Edificio Residencial en Casares y Gelly
Buenos Aires, noviembre — El sur de Palermo, ese rincón que siempre vibra entre lo universitario, lo residencial y lo que se quiere poner de moda, volvió a dar señales de vida en el mercado inmobiliario. Después de años de amesetamiento, las obras nuevas muestran una tendencia firme: tres años consecutivos de aumentos moderados, valores que siguen arrimándose a los USD 4.000 por metro cuadrado, y un movimiento que entusiasma a desarrolladores… y preocupa a inquilinos.
Una zona chica con apetito grande
Entre Soler, Scalabrini Ortiz, Córdoba y Gallo —la frontera más transitada entre Palermo y el Abasto ampliado— se relevó la presencia de 47 emprendimientos activos, un número que se mantiene estable tras la debacle de 2021, cuando la construcción se frenó en seco. En aquel momento se llegó a registrar un pico histórico de 66 proyectos, cifra que hoy parece más un espejismo de otro país.
El dato clave: 100.091 m² en desarrollo actual contra los 154.203 m² que se construían hace cuatro años. Menos metros, pero mayor valor por cada uno. Un clásico argentino: cuando baja la oferta bruta, sube el entusiasmo por los números verdes.
La Universidad de Palermo, el imán invisible
Como siempre, los ladrillos siguen a los pibes. La mayoría de los nuevos edificios se ubican alrededor de las sedes de la Universidad de Palermo, que mantiene su enorme demanda de alojamientos temporales y unidades chicas, lo que empuja a desarrolladores a apostar por 1 y 2 ambientes, el combo infalible del inversor chico.
Los relevamientos de mercado confirman que estas tipologías se llevan la mayor parte de las unidades disponibles y que los valores se homogeneizan tomando pisos medios (4°, 5° o 6°) y sin cocheras, detalle que permite comparar sin ruido.
¿Se vende? Sí, pero a paso lento
El mercado a estrenar muestra movimiento estable, pero no explosivo. Hay compras, pero son quirúrgicas. Los que se animan lo hacen pensando en el mediano plazo, en conservar ahorros dolarizados y en capturar rentas moderadas cuando el panorama alquilatorio vuelva a abrirse.
El precio promedio sigue trepando, con un ritmo más lento que en los años previos al derrumbe, pero firme: la tendencia del metro cuadrado en Palermo Sur se acerca cada vez más al umbral de USD 4.000, un valor que hace una década parecía reservado sólo para Palermo Soho y Hollywood.
¿Es negocio invertir ahora?
Depende del paladar y la paciencia del comprador. Palermo Sur ofrece unidades nuevas, edificios con amenities mínimos (pero Instagram-friendly), cercanía a transporte y una vida barrial heterogénea, mitad facultad, mitad vida nocturna de bolsillo.
Comparado con barrios como Caballito, Villa Crespo o Almagro, Palermo Sur sigue siendo más caro, pero también conserva un magnetismo que el mercado nunca termina de resignar.

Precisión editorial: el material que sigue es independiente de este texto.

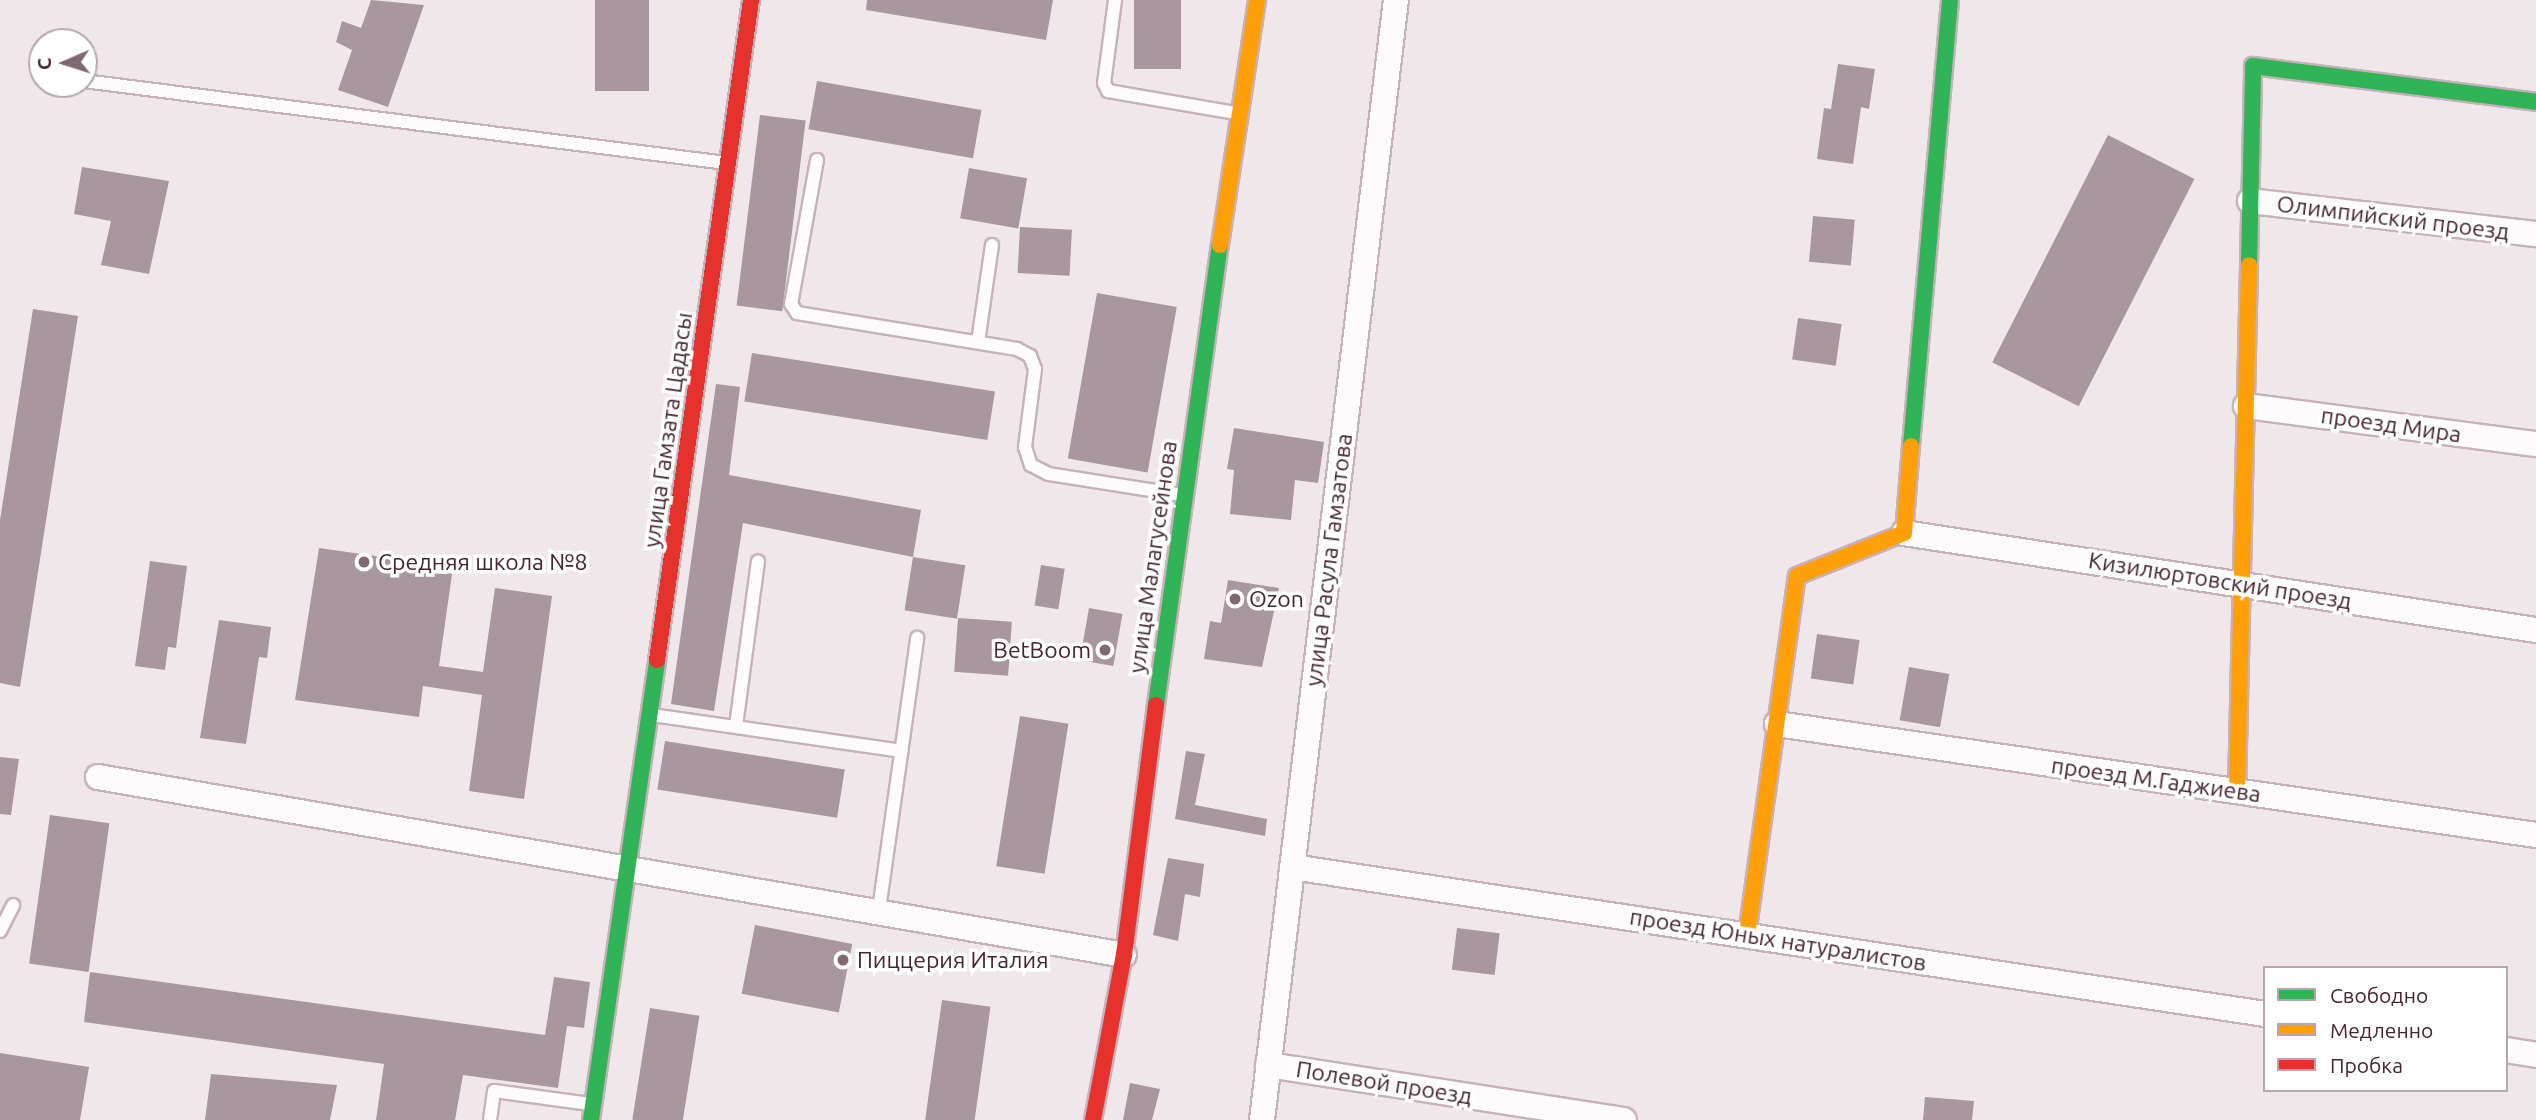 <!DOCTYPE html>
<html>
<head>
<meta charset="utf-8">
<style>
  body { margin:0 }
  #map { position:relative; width:2536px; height:1120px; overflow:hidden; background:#f0e7eb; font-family:Ubuntu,sans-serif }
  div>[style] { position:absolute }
  .building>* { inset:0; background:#a997a0; transform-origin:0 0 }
  .roads { filter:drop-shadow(2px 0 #c6b2bb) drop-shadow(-2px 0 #c6b2bb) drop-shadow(0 2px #c6b2bb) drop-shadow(0 -2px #c6b2bb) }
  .lane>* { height:12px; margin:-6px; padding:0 6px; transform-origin:6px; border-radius:6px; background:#fdfbfc }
  .street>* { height:24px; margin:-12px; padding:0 12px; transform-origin:12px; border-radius:12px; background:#fdfbfc }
  .fast>* { height:16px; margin:-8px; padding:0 8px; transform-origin:8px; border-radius:8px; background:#30b455 }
  .slow>* { height:16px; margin:-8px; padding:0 8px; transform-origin:8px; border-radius:8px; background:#ff9f0a }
  .jam>* { height:16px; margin:-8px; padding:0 8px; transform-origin:8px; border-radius:8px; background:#e5322d }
  .dots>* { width:19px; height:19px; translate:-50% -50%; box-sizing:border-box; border:4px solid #fff; border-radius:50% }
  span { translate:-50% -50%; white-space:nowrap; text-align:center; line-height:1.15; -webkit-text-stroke:7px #fff; paint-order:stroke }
  .street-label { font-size:23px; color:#452433 }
  .poi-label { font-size:23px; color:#452433 }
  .left { translate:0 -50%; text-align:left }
  .right { translate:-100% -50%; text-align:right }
  .legend { position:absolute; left:2263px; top:966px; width:245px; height:126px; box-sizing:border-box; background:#fff; border:2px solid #b5a7ad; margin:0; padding:9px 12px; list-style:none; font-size:21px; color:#452433 }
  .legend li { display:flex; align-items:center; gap:14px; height:35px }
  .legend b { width:35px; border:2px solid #b5a7ad }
  .north { position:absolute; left:28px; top:28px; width:70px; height:70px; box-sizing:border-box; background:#fff; border:2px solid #b5a7ad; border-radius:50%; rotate:267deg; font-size:19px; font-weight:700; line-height:28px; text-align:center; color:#452433 }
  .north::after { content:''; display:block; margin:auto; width:24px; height:32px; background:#816873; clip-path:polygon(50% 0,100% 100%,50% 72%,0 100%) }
</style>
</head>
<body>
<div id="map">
  <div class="building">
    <div style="clip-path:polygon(371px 0,424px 5px,388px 107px,338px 90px,352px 50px,336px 42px,342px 21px,361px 28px)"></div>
    <div style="left:595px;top:0;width:54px;height:91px"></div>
    <div style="clip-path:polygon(867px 0,1053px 0,1046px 40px,866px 10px)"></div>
    <div style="left:1134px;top:0;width:47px;height:69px"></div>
    <div style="clip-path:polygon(1838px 64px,1875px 69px,1869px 109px,1861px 107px,1853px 164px,1817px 159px,1824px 108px,1831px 109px)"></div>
    <div style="left:817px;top:81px;width:167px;height:49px;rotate:10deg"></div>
    <div style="left:760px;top:115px;width:46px;height:192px;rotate:7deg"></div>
    <div style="left:2108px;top:135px;width:97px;height:255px;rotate:27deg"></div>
    <div style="clip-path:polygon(82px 167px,169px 181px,149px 274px,101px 265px,111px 221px,74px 214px)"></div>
    <div style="left:969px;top:168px;width:59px;height:51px;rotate:10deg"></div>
    <div style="left:1813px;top:216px;width:42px;height:46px;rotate:5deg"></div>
    <div style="left:1020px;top:227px;width:52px;height:46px;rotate:3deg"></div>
    <div style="left:1097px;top:293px;width:81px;height:168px;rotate:10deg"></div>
    <div style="clip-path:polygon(33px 309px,78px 316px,20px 687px,0 683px,0 520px)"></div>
    <div style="left:1798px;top:318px;width:44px;height:42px;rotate:8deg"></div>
    <div style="left:752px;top:353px;width:246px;height:49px;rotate:9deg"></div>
    <div style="clip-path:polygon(716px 384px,740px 387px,729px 475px,921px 510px,913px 557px,743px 523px,714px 711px,671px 704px)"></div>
    <div style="clip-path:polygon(1234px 428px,1324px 442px,1318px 483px,1295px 480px,1291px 520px,1230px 514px,1234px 470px,1227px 469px)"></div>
    <div style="clip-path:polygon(319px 548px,453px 567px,439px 666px,483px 672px,495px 588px,552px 596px,524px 799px,469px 791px,482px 695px,423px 686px,419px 717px,295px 700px)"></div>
    <div style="left:913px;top:557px;width:53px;height:54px;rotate:9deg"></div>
    <div style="clip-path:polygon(150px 561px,187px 566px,176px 648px,168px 647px,165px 670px,135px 666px)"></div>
    <div style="left:1041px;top:565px;width:24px;height:41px;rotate:9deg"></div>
    <div style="clip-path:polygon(1228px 580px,1279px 588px,1262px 667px,1204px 659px,1210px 621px,1221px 623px)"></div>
    <div style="left:1089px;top:608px;width:34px;height:53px;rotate:10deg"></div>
    <div style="left:958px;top:618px;width:54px;height:54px;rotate:4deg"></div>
    <div style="clip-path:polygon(219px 620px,271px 627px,267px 658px,259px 657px,246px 744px,200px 738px)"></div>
    <div style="left:1817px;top:634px;width:43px;height:45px;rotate:8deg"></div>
    <div style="left:1909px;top:667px;width:41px;height:54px;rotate:10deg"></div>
    <div style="left:1020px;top:716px;width:49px;height:152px;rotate:9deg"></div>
    <div style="left:665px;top:741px;width:182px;height:49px;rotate:9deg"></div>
    <div style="clip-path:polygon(1186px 751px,1205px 754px,1195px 805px,1267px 819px,1265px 836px,1175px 819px)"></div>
    <div style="clip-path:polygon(0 757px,19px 759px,11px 815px,0 814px)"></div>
    <div style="left:50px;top:815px;width:60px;height:150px;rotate:8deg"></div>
    <div style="clip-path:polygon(1168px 858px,1204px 864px,1200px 897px,1185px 894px,1178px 941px,1153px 935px)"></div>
    <div style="left:755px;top:925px;width:99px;height:70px;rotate:11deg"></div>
    <div style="left:1457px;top:928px;width:43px;height:42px;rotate:7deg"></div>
    <div style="clip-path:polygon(90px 972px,545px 1035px,554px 977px,590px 982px,584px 1028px,567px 1026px,558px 1088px,463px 1075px,455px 1120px,376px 1120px,384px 1064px,84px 1022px)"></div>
    <div style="left:942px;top:1000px;width:49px;height:121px;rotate:8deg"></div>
    <div style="left:650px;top:1008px;width:50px;height:113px;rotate:9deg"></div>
    <div style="clip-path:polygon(0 1053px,89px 1067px,80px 1120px,0 1120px)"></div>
    <div style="clip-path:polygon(211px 1074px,337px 1085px,330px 1120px,205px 1120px)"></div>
    <div style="clip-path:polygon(1130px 1083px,1160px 1089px,1152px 1120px,1123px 1120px)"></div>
    <div style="clip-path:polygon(1925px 1097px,1974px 1101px,1972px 1120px,1923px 1120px)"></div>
  </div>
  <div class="roads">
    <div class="lane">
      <div style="left:1115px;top:0;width:84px;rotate:97.5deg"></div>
      <div style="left:1104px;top:83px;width:9px;rotate:63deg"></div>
      <div style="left:1108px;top:91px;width:130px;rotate:9.8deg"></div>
      <div style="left:84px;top:81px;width:647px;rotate:7.28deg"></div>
      <div style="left:817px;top:160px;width:146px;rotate:100.2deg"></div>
      <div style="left:791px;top:304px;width:11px;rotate:56deg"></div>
      <div style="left:797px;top:313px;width:223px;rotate:9.3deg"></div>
      <div style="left:1017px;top:349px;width:15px;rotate:28deg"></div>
      <div style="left:1030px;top:356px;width:14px;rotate:69deg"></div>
      <div style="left:1035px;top:369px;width:79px;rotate:97.3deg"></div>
      <div style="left:1025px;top:447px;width:19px;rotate:72deg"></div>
      <div style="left:1031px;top:465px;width:20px;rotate:27deg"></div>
      <div style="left:1049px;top:474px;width:134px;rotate:9deg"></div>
      <div style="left:978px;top:342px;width:98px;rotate:-81.8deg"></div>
      <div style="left:652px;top:715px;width:252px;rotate:8.2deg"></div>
      <div style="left:736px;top:726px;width:166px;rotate:-82.4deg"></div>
      <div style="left:879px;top:910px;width:275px;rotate:-82deg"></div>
      <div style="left:0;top:931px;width:29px;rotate:-63deg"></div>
      <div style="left:490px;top:1120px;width:29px;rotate:-82deg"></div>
      <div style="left:494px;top:1091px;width:97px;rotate:7.7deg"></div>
    </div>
    <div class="street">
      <div style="left:2250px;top:201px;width:288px;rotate:6.6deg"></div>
      <div style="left:2246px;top:406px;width:292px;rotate:7.5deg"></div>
      <div style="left:1904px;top:533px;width:639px;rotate:8.73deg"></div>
      <div style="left:1777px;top:724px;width:767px;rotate:8.32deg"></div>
      <div style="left:98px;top:777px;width:1041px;rotate:9.84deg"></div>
      <div style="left:1292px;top:867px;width:984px;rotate:8.59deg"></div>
      <div style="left:2506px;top:1050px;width:30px;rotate:9deg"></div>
      <div style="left:1268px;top:1065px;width:360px;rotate:8.8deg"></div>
      <div style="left:1262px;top:1120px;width:1128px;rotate:-83.18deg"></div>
    </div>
    <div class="fast">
      <div style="left:2249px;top:265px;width:199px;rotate:-88.8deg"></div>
      <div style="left:2253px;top:66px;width:285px;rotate:7.2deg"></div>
      <div style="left:1911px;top:446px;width:448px;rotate:-85deg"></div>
      <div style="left:1156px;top:705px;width:464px;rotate:-82.1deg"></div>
      <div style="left:591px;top:1120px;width:465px;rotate:-81.8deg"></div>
    </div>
    <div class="slow">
      <div style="left:1220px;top:245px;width:248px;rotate:-81.4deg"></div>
      <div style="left:2237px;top:791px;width:526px;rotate:-88.69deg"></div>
      <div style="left:1747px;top:935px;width:362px;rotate:-82.1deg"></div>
      <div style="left:1797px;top:576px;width:115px;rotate:-21.9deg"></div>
      <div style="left:1904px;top:533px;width:87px;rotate:-85.4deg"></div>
    </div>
    <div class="jam">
      <div style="left:657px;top:660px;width:667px;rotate:-81.89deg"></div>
      <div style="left:1093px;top:1120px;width:168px;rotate:-79.4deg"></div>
      <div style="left:1124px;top:955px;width:252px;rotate:-82.7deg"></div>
    </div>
  </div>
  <div class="dots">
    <div style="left:364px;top:562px;background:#816873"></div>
    <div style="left:1235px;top:599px;background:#816873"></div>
    <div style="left:1105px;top:650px;background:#816873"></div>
    <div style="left:843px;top:960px;background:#816873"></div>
  </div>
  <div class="street-label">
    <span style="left:2393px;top:218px;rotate:7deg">Олимпийский проезд</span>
    <span style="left:2391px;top:425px;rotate:8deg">проезд Мира</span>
    <span style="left:668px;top:430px;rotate:-82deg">улица Гамзата Цадасы</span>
    <span style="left:1153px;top:557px;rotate:-82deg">улица Малагусейнова</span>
    <span style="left:1329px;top:560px;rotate:-83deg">улица Расула Гамзатова</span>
    <span style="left:2220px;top:581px;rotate:9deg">Кизилюртовский проезд</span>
    <span style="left:2156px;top:780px;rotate:8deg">проезд М.Гаджиева</span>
    <span style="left:1778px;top:940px;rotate:9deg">проезд Юных натуралистов</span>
    <span style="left:1384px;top:1083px;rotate:9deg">Полевой проезд</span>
  </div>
  <div class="poi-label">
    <span class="left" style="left:378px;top:562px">Средняя школа №8</span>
    <span class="left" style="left:1249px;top:599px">Ozon</span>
    <span class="right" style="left:1091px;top:650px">BetBoom</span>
    <span class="left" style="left:857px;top:960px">Пиццерия Италия</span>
  </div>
  <ul class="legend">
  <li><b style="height:9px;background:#30b455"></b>Свободно</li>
  <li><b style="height:9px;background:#ff9f0a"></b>Медленно</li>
  <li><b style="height:9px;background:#e5322d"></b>Пробка</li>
  </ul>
  <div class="north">С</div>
</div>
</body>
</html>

Para quien piensa a cinco o siete años, es una apuesta razonable: la zona mantiene estabilidad, la demanda no se apaga y la oferta no crece de manera descontrolada. Para quien busca rentabilidad inmediata, la ecuación es otra: el valor de entrada es alto y la renta no acompaña al mismo ritmo.
Una postal del presente urbano
Mientras la ciudad se sigue reconfigurando obra por obra, Palermo Sur se presenta como un laboratorio donde se mezclan estudiantes, turistas nómades, vecinos históricos y brokers que hace diez años ni sabían ubicar Gallo en el mapa. Si algo demuestra este relevamiento, es que la zona mantiene esa combustión lenta y constante que la caracteriza desde hace más de una década.
Los ladrillos vuelven a ladrar. Y en Palermo, siempre suenan un poco más fuerte.